BMO Co-Managing China Merchants IPO

  
The Globe and Mail, Sinclair Stewart, 8 September 2006

Bank of Montreal's slow but steady march into the Chinese financial sector has earned it another high-profile investment banking assignment, this time as a co-manager on China Merchants Bank's impending $2.7-billion (U.S.) initial public offering, according to people familiar with the matter.

With China's financial industry poised to face more foreign competition by the end of the year, its banks are rushing to the public markets with a flurry of huge IPOs, raising tens of billions of dollars from investors who want an easy way to profit from the country's economic growth.

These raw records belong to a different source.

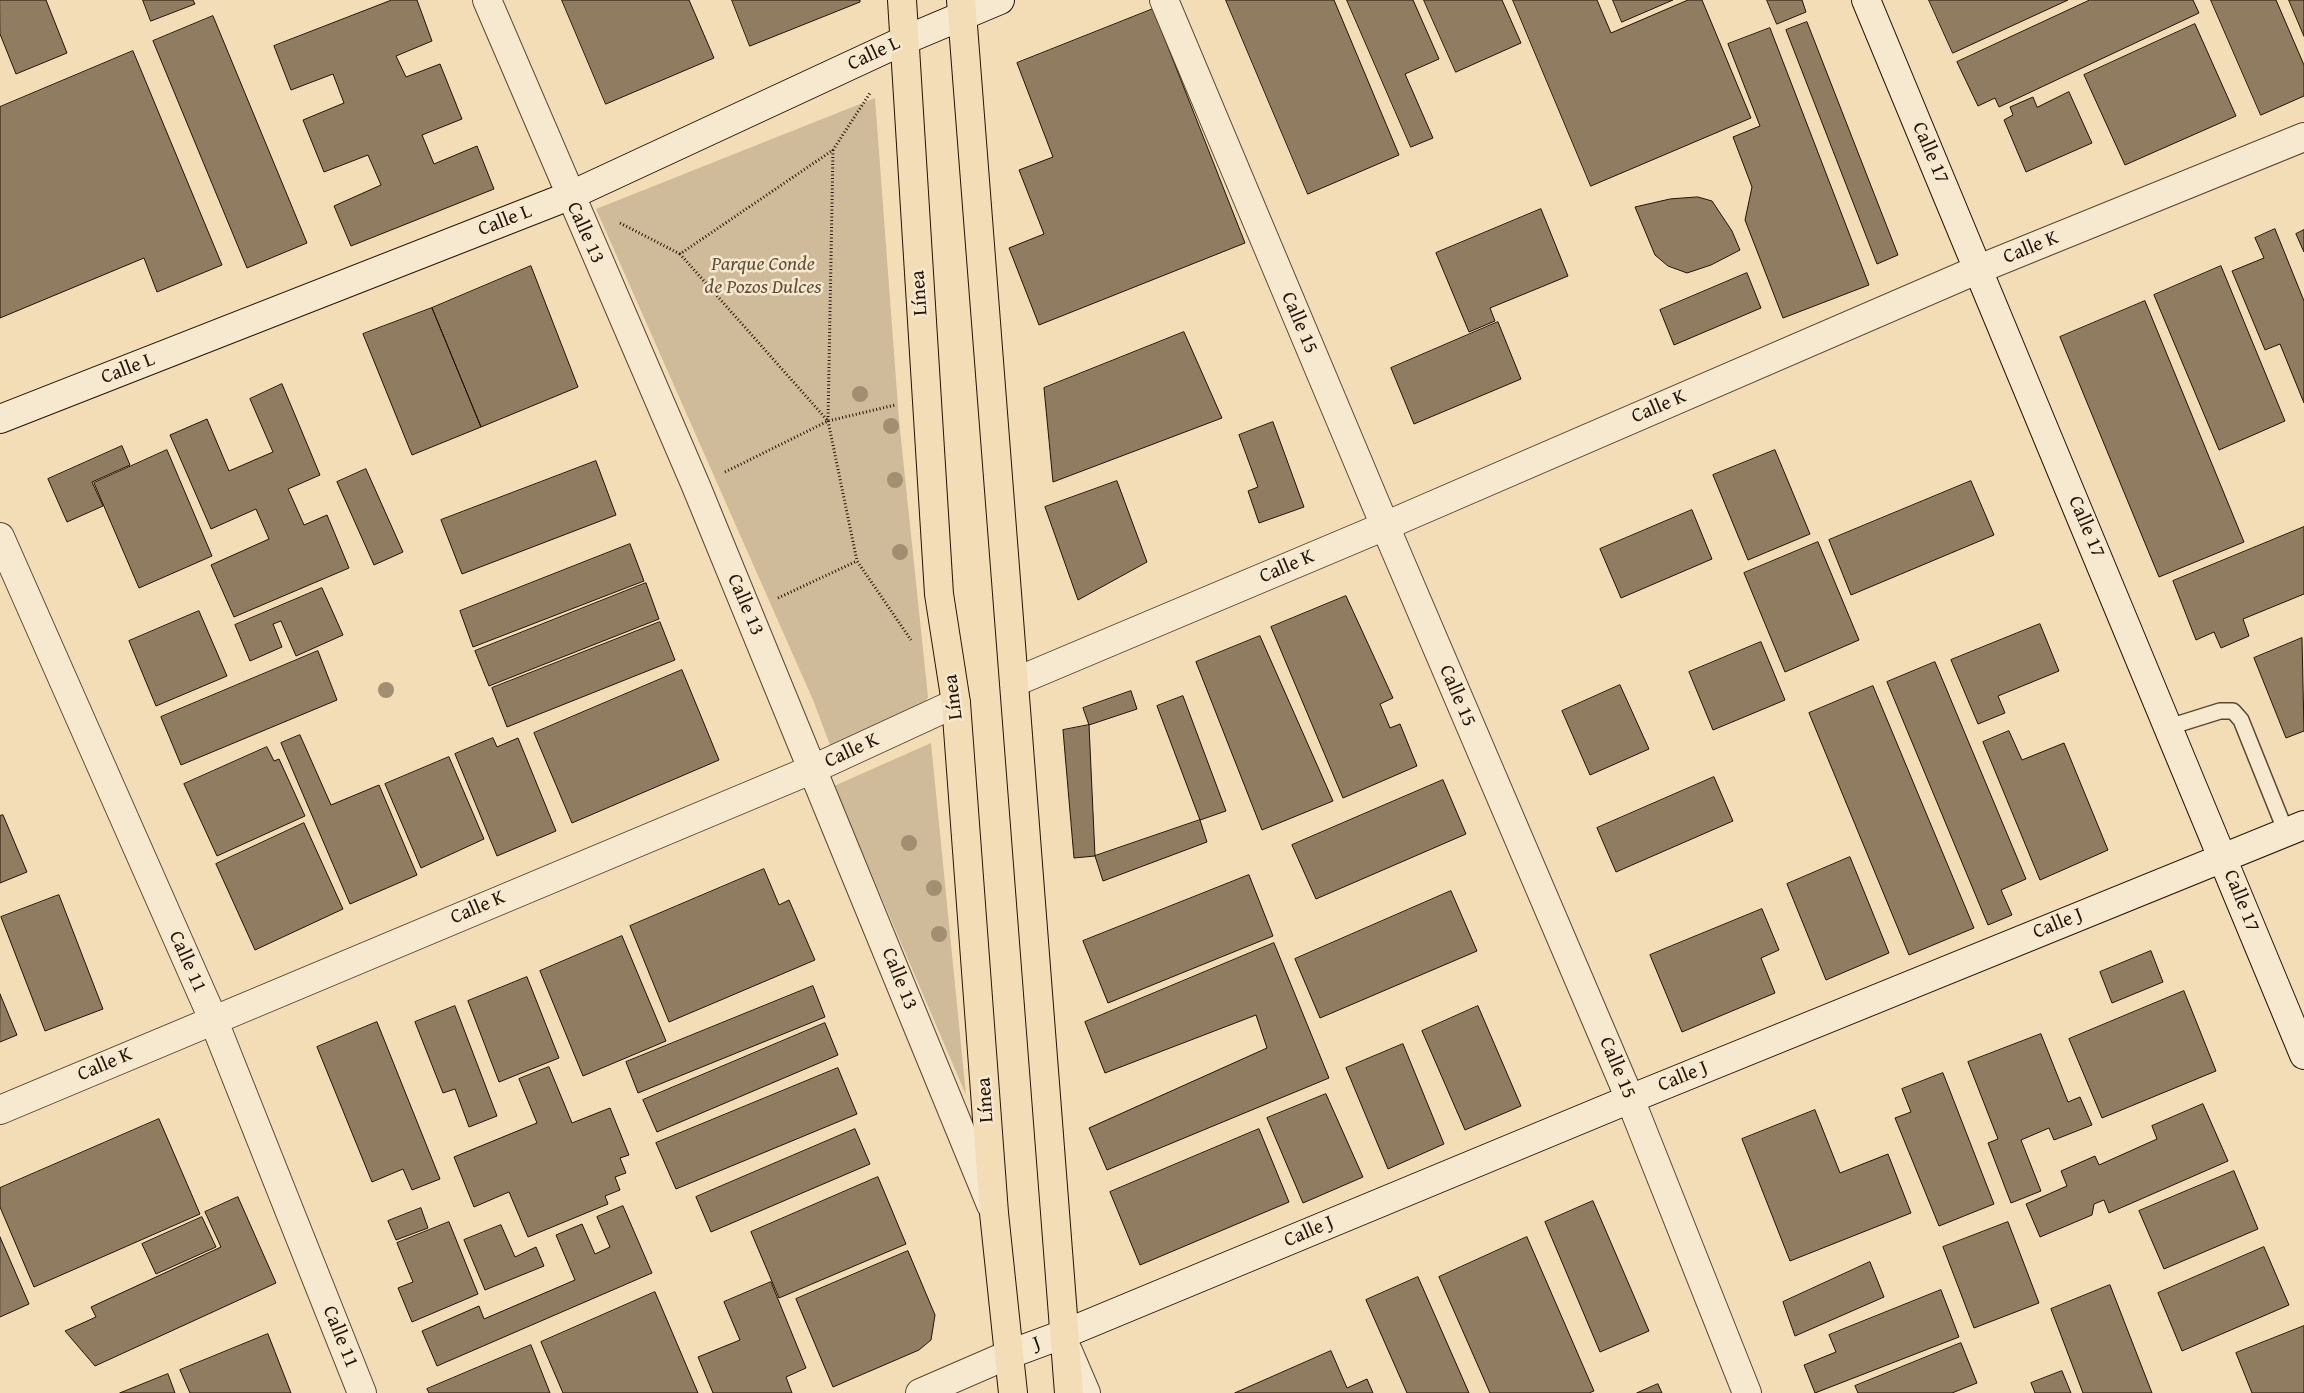 <!DOCTYPE html>
<html>
<head>
<meta charset="utf-8">
<style>
  body { margin:0 }
  canvas { display:block; background:#f2ddb7 }
</style>
</head>
<body>
<canvas width="2304" height="1393"></canvas>
<script>
const context = document.querySelector('canvas').getContext('2d');
context.lineJoin = 'round';
function fill(path, color) {
  context.fillStyle = color;
  context.fill(path, 'evenodd');
}
function trace(path, color, width, dash) {
  context.strokeStyle = color;
  context.lineWidth = width;
  context.lineCap = dash ? 'butt' : 'round';
  context.setLineDash(dash || []);
  context.stroke(path);
}
function write(font, color, halo, rows, align = 'center') {
  context.font = font + ' "Gentium Book Plus",serif';
  context.lineWidth = 5;
  context.setLineDash([]);
  context.textBaseline = 'middle';
  context.strokeStyle = halo;
  context.fillStyle = color;
  for (const [text, x, y, turn = 0] of rows) {
    context.save();
    context.translate(x, y);
    context.rotate((+turn || 0) * Math.PI / 180);
    context.textAlign = isNaN(turn) ? turn : align;
    if (halo) context.strokeText(text, 0, 0);
    context.fillText(text, 0, 0);
    context.restore();
  }
}
fill(new Path2D(`
  M875,98L899,420L928,697L920,711L830,745L813,700L596,209Z
  M931,743L966,1095L834,786Z`), '#cfbb99');
const building = new Path2D(`
  M0,0H46L67,53L16,74L0,34Z
  M143,0H193L195,4L151,21Z
  M392,0H417L432,41L396,56L406,77L440,64L462,119L422,135L434,164L477,146L494,189L351,246L334,206L381,185L368,155L324,172L303,120L344,103L333,74L291,90L274,46Z
  M562,0H689L714,58L606,104Z
  M732,0H860V2L750,46Z
  M1226,0H1334L1399,155L1308,194Z
  M1347,0H1413L1439,59L1405,74L1433,138L1411,147Z
  M1424,0H1502L1521,43L1456,72Z
  M1513,0H1597L1611,33L1688,0H1702L1751,118L1591,186Z
  M1613,0H1673L1622,22Z
  M1767,0H1802L1806,12L1777,24Z
  M1929,0H2068L1953,53Z
  M2090,0H2193L2199,13L1999,107L1995,98L1978,106L1957,62Z
  M2211,0H2276L2304,65V96L2261,115Z
  M2289,0H2304V36Z
  M1153,9L1245,243L1039,325L1009,248L1044,234L1019,170L1053,157L1017,63Z
  M213,16L307,243L247,268L153,41Z
  M1807,22L1898,255L1877,264L1786,30Z
  M2195,24L2236,116L2125,165L2084,75Z
  M1770,28L1869,285L1783,318L1745,220L1752,187L1733,137L1760,126L1728,44Z
  M133,51L222,265L157,292L144,258L0,318V107Z
  M2069,92L2092,143L2026,172L2004,120L2013,115L2010,107L2033,97L2037,107Z
  M1698,197L1712,201L1732,231L1740,250L1711,265L1687,273L1668,266L1655,255L1635,207L1670,199Z
  M1541,209L1568,276L1490,308L1495,321L1469,332L1436,253Z
  M2275,229L2304,301V403L2280,344L2265,350L2232,271L2264,258L2255,238Z
  M2304,230V252L2296,234Z
  M531,266L578,387L481,427L432,308Z
  M2221,266L2285,421L2219,450L2154,295Z
  M1747,273L1761,308L1674,345L1660,310Z
  M2145,301L2244,542L2159,577L2060,337Z
  M432,308L481,427L412,455L363,334Z
  M1498,322L1521,379L1414,424L1391,368Z
  M1184,332L1222,418L1053,482L1044,388Z
  M282,384L320,475L288,489L304,525L327,515L349,568L234,617L211,565L269,539L256,509L211,529L170,435L207,419L229,471L273,452L250,399Z
  M1273,422L1304,507L1259,523L1248,491L1258,487L1239,435Z
  M122,446L130,465L92,482L103,506L67,522L48,479Z
  M167,450L212,556L139,588L94,483Z
  M1775,450L1810,534L1748,560L1713,475Z
  M596,461L616,515L462,574L441,520Z
  M366,469L403,552L374,565L337,482Z
  M1117,481L1147,562L1078,600L1045,507Z
  M1971,481L1994,535L1851,595L1829,540Z
  M1692,510L1712,559L1621,598L1600,549Z
  M2304,527V594L2243,619L2249,636L2221,648L2214,632L2196,640L2173,581Z
  M1818,542L1859,640L1785,672L1744,573Z
  M630,544L644,581L473,647L460,611Z
  M646,583L659,619L489,686L475,651Z
  M322,588L343,635L296,656L281,621L273,624L282,647L250,661L235,625Z
  M1346,596L1393,698L1380,704L1390,728L1400,724L1417,766L1343,798L1271,627Z
  M199,611L227,676L156,706L129,641Z
  M660,622L675,660L507,727L492,688Z
  M2040,624L2059,671L1998,696L2005,713L1978,724L1951,660Z
  M1260,636L1333,801L1262,830L1196,662Z
  M2302,638L2304,731L2286,738L2254,658Z
  M1761,642L1785,700L1713,730L1689,672Z
  M318,651L337,700L181,765L161,717Z
  M1935,662L2026,879L2001,890L2012,915L1988,925L1887,682Z
  M682,670L719,760L572,823L534,733Z
  M1620,685L1649,749L1590,775L1562,711Z
  M1873,686L1974,928L1909,955L1809,713Z
  M1131,691L1137,709L1089,725L1083,708Z
  M1183,696L1226,811L1200,820L1157,706Z
  M1089,725L1095,856L1074,858L1063,730Z
  M2009,731L2022,760L2064,743L2108,850L2040,880L1983,742Z
  M300,735L331,805L379,785L417,875L350,904L281,743Z
  M493,738L497,747L518,738L556,831L497,856L455,754Z
  M267,747L274,761L279,759L305,816L217,856L184,784Z
  M449,757L484,839L421,868L385,784Z
  M1714,777L1733,821L1616,872L1597,828Z
  M1443,780L1466,834L1316,899L1292,845Z
  M3,815L27,872L0,883V816Z
  M1200,820L1207,842L1103,881L1095,856Z
  M304,823L343,909L255,950L216,864Z
  M1850,857L1889,953L1826,980L1787,884Z
  M764,869L779,905L789,900L815,960L669,1022L630,926Z
  M1249,875L1273,936L1108,1003L1083,941Z
  M1451,891L1477,951L1320,1018L1295,959Z
  M59,895L103,1009L45,1031L1,917Z
  M1762,909L1779,950L1761,958L1775,993L1682,1032L1650,955Z
  M622,936L666,1041L583,1076L540,971Z
  M1274,943L1329,1078L1107,1170L1089,1128L1267,1048L1256,1015L1105,1073L1085,1022Z
  M2151,951L2163,982L2112,1003L2100,972Z
  M527,977L559,1058L499,1082L468,1001Z
  M813,986L825,1017L638,1093L626,1062Z
  M2184,991L2216,1071L2102,1118L2069,1039Z
  M0,994L17,1035L0,1042Z
  M455,1006L497,1116L469,1127L455,1089L443,1093L415,1022Z
  M1478,1006L1521,1106L1465,1130L1422,1031Z
  M377,1022L440,1179L412,1190L403,1169L372,1182L317,1047Z
  M825,1023L838,1055L657,1132L643,1100Z
  M2041,1034L2068,1102L2080,1097L2092,1125L2054,1140L2049,1128L2021,1140L2041,1191L2011,1203L1988,1143L1998,1139L1968,1062Z
  M1403,1044L1444,1144L1388,1169L1346,1068Z
  M549,1067L572,1123L610,1108L629,1155L620,1158L626,1173L615,1177L620,1190L605,1196L608,1204L528,1237L509,1192L474,1207L454,1157L537,1123L519,1079Z
  M838,1068L857,1114L676,1189L656,1143Z
  M1943,1073L1994,1204L1939,1226L1895,1118L1911,1112L1902,1089Z
  M1326,1094L1363,1177L1303,1203L1267,1118Z
  M2203,1104L2228,1161L2109,1213L2104,1200L2094,1204L2092,1215L2040,1237L2026,1204L2067,1186L2061,1171L2095,1156L2099,1165L2157,1139L2152,1126Z
  M1815,1110L1840,1173L1888,1154L1911,1213L1790,1261L1742,1139Z
  M159,1119L200,1214L34,1287L0,1207V1188Z
  M855,1129L870,1164L711,1232L696,1197Z
  M1259,1129L1289,1202L1140,1265L1110,1192Z
  M2234,1171L2258,1229L2164,1269L2139,1211Z
  M878,1177L906,1244L779,1298L751,1232Z
  M238,1197L276,1283L95,1366L65,1331L96,1317L91,1307L221,1247L205,1212Z
  M1593,1201L1649,1331L1600,1352L1545,1222Z
  M623,1206L652,1273L437,1366L422,1331L479,1306L484,1319L575,1280L556,1235L582,1224L595,1254L610,1247L597,1217Z
  M421,1208L428,1228L396,1240L388,1221Z
  M202,1217L216,1247L156,1274L142,1244Z
  M449,1222L478,1294L412,1322L398,1288L413,1282L397,1243Z
  M2008,1222L2039,1303L1974,1328L1943,1247Z
  M501,1225L515,1257L536,1247L544,1266L485,1290L464,1240Z
  M0,1237L29,1304L0,1317Z
  M1527,1237L1594,1391L1589,1393H1490L1439,1277Z
  M2264,1247L2289,1305L2182,1351L2158,1293Z
  M908,1251L935,1315L931,1340L919,1350L833,1387L796,1299Z
  M1870,1262L1884,1297L1795,1336L1783,1302Z
  M1418,1277L1469,1393H1407L1366,1300Z
  M771,1282L806,1368L786,1377L792,1393H713L698,1357L740,1340L724,1302Z
  M2110,1285L2152,1393H2083L2051,1309Z
  M1941,1290L1959,1337L1815,1393L1804,1365L1836,1352L1829,1335Z
  M655,1292L698,1393H563L541,1342Z
  M2304,1326V1393H2252L2236,1353Z
  M268,1334L291,1393H190L180,1370Z
  M1961,1343L1977,1383L1952,1393H1858L1855,1386Z
  M531,1345L550,1393H429L427,1389Z
  M1331,1351L1347,1388L1367,1379L1373,1393H1235Z
  M2062,1371L2071,1393H2035L2031,1383Z
  M168,1374L175,1393H120Z
  M1658,1384L1662,1393H1637Z`);
fill(building, '#8f7c61');
trace(building, '#241304', 1);
const lane = new Path2D(`
  M2169,727L2220,711H2233L2241,720L2286,832`);
const street = new Path2D(`
  M487,0L696,486L991,1205
  M1164,0L1385,526L1630,1099L1747,1393
  M0,537L213,1019L362,1393
  M1015,682L1385,526L1979,269L2304,137
  M0,1110L813,769L956,703
  M1068,1351L1086,1393
  M920,1393L1010,1354`);
const secondary = new Path2D(`
  M1866,0L2304,1055
  M0,419L569,196L905,40L1000,0
  M1010,1354L1064,1334L1630,1099L2304,825`);
const primary = new Path2D(`
  M902,0L939,594L956,703L994,1213L1013,1393
  M961,0L1069,1393`);
trace(lane, '#584631', 18);
trace(street, '#584631', 30);
trace(secondary, '#241304', 30);
trace(primary, '#241304', 30);
trace(new Path2D(`
  M833,150L828,421L680,254L833,150L870,93
  M620,223L680,254
  M828,421L857,561L911,640
  M725,472L828,421L895,405
  M778,598L857,561`), '#241304', 3, [1, 2.5]);
trace(lane, '#f7e9d0', 15);
trace(street, '#f7e9d0', 28);
trace(secondary, '#f7e9d0', 28);
trace(primary, '#f2ddb7', 28);
context.fillStyle = '#a28e71';
for (const [x, y] of [
  [860,394],
  [891,426],
  [895,480],
  [900,552],
  [386,690],
  [909,843],
  [934,888],
  [939,934]
]) {
  context.beginPath();
  context.arc(x, y, 8, 0, 2 * Math.PI);
  context.fill();
}
write('20px', '#241304', '#f7e9d0', [
  ["Calle L",874,54,-25],
  ["Calle 17",1930,153,67],
  ["Calle L",505,221,-21],
  ["Calle 13",585,233,66],
  ["Calle K",2031,248,-22],
  ["Línea",920,293,-94],
  ["Calle 15",1299,323,67],
  ["Calle L",128,369,-21],
  ["Calle K",1659,407,-23],
  ["Calle 17",2086,527,67],
  ["Calle K",1287,567,-23],
  ["Calle 13",745,605,67],
  ["Calle 15",1457,696,67],
  ["Línea",954,697,-97],
  ["Calle K",852,751,-25],
  ["Calle 17",2241,901,68],
  ["Calle K",478,908,-23],
  ["Calle J",2058,924,-22],
  ["Calle 11",187,962,66],
  ["Calle 13",899,979,68],
  ["Calle K",105,1065,-23],
  ["Calle 15",1617,1068,67],
  ["Calle J",1683,1077,-22],
  ["Línea",986,1100,-94],
  ["Calle J",1309,1232,-23],
  ["Calle 11",340,1337,68],
  ["J",1037,1344,-20]
]);
write('italic 20px', '#604e38', '#f7e9d0', [
  ["Parque Conde",763,265],
  ["de Pozos Dulces",763,288]
]);
</script>
</body>
</html>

So far, BMO is the only Canadian bank that has played a role in these offerings. It was one of several global advisers that helped lead Bank of China's $11.2-billion IPO in June, and is expected to be angling for an even bigger prize next month: a chance to be part of the highly anticipated IPO for Industrial and Commercial Bank of China, which some industry observers expect could fetch as much as $19-billion, making it the largest stock offering in history.

BMO received a small chunk of the Bank of China issue to sell to Canadian institutional investors, and is expected to do the same with China Merchants through a private placement. The bank's capital markets strategy in China is to court clients in the mining, energy, forest products and financial services industries, and market their shares to a Canadian audience.

"We want to bring Chinese companies to Canada," explained Peter Miller, a managing director in the equity capital markets business at BMO Nesbitt Burns Inc. "We see these deals being large global offerings, especially with the Bank of China as a branded name that Canadian investors will know."

Mr. Miller declined to comment on BMO's potential involvement with the China Merchants Bank offering. But he said the bank has been making a "serious effort" building relationships in China -- so serious, in fact, that he flew there last winter to have a lengthy meeting with Bank of China officials.

For the major U.S. firms like JPMorgan Chase & Co. and Merrill Lynch & Co., which tend to lead these underwriting mandates, the rush of Chinese bank IPOs can be very lucrative. For BMO, which occupies a more junior role, the chance to be part of a syndicate is less about immediate financial gain than it is about building up credibility in the Chinese market.

China Merchants Bank, the country's sixth-largest lender, kicked off a road show for its offering this week, and is expected to begin trading in Hong Kong on Sept. 22. It trades in mainland China on the Shanghai Stock Exchange.

China Construction Bank, which, like Bank of China and ICBC, is one of the dominant state-run banks, kicked off the IPO scramble last fall with a $9.2-billion offering.

Shares of all these companies have performed well since their public debut, and there is no sign demand is ebbing. The persistent doubts about the quality of management at these banks and the health of their loan books has been more than offset by hopes of cashing in on the economic promise of the world's largest country.

"There were billion-dollar-plus orders from Saudi princes, and huge demand coming out of Hong Kong retail," Mr. Miller said of the Bank of China offer.

Though smaller than the Big Four, China Merchants is widely viewed as one of the most efficient banks in the country. It was only formed in 1987, and so it has far fewer problems with non-performing loans -- the byproduct of a banking system that functioned as a lending vehicle for state-run enterprise.